The position was sitting at plus 1.8R. Clean trend, tight spread, nothing controversial about the setup. I knew the Fed announcement was in forty minutes. I checked it. I noted it. And then I left the trade open anyway, because — and this is the beautiful stupidity of it — I thought the trend was strong enough to survive whatever came out.
That is not analysis. That is hope wearing a suit. The announcement dropped, the spread blew out to six times its normal width, my stop got skipped entirely, and the position closed at minus 2.4R. Four-point-two R swung in under ninety seconds. The setup hadn't failed. The news event had simply detonated underneath it like a landmine I'd already spotted on the map.
The root cause wasn't greed. It wasn't even overconfidence in the setup. It was a failure to treat the news event as a separate, independent risk variable. I had assessed the trade. I had not assessed the trade plus the event. Those are different calculations. A position with a 65% edge in normal conditions may carry a completely different probability profile when an unquantifiable binary outcome lands in thirty minutes.

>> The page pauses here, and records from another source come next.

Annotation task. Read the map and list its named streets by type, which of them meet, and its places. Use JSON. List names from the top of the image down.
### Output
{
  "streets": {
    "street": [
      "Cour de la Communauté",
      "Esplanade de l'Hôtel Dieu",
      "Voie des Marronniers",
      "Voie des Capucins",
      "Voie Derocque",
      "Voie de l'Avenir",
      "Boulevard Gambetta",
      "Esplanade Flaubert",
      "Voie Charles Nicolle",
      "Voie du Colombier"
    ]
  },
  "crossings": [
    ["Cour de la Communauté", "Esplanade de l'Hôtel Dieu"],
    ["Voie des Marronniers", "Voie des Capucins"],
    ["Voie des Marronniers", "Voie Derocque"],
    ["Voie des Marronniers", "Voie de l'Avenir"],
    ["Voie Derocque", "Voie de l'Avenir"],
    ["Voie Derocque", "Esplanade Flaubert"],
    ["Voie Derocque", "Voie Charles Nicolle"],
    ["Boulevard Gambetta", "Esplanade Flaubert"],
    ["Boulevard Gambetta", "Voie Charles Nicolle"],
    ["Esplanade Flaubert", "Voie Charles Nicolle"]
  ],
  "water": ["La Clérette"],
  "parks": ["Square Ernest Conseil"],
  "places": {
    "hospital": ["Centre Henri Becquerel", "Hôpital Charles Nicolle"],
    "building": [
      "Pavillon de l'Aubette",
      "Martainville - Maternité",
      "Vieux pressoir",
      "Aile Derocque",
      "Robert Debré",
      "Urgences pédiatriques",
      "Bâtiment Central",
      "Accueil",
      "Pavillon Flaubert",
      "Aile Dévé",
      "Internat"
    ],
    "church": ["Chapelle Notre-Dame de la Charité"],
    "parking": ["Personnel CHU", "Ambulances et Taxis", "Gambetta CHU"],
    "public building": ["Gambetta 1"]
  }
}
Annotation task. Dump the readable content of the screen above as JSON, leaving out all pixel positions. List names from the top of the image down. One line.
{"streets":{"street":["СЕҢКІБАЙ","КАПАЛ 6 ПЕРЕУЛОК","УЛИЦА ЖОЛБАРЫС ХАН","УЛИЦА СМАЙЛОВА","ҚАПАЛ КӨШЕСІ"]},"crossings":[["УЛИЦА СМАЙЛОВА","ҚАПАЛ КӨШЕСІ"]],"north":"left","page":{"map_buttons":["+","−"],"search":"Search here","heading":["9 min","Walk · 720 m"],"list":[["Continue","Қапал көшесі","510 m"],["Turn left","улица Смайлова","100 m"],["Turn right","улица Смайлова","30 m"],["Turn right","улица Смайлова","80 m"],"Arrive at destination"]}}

The one rule that would have prevented it: close or hedge any open position thirty minutes before a scheduled high-impact release. Not sometimes. Not when the setup looks shaky. Every time, without negotiation. The trade either gets closed at its current level, or it doesn't exist during the event. Traders explore volatility extensively as a risk metric, and market impact during low-liquidity news windows is well documented. Understanding slippage explains precisely why stops become decorative during those ninety-second detonations.
The setup was fine. The risk management was not. Those are not the same post-mortem.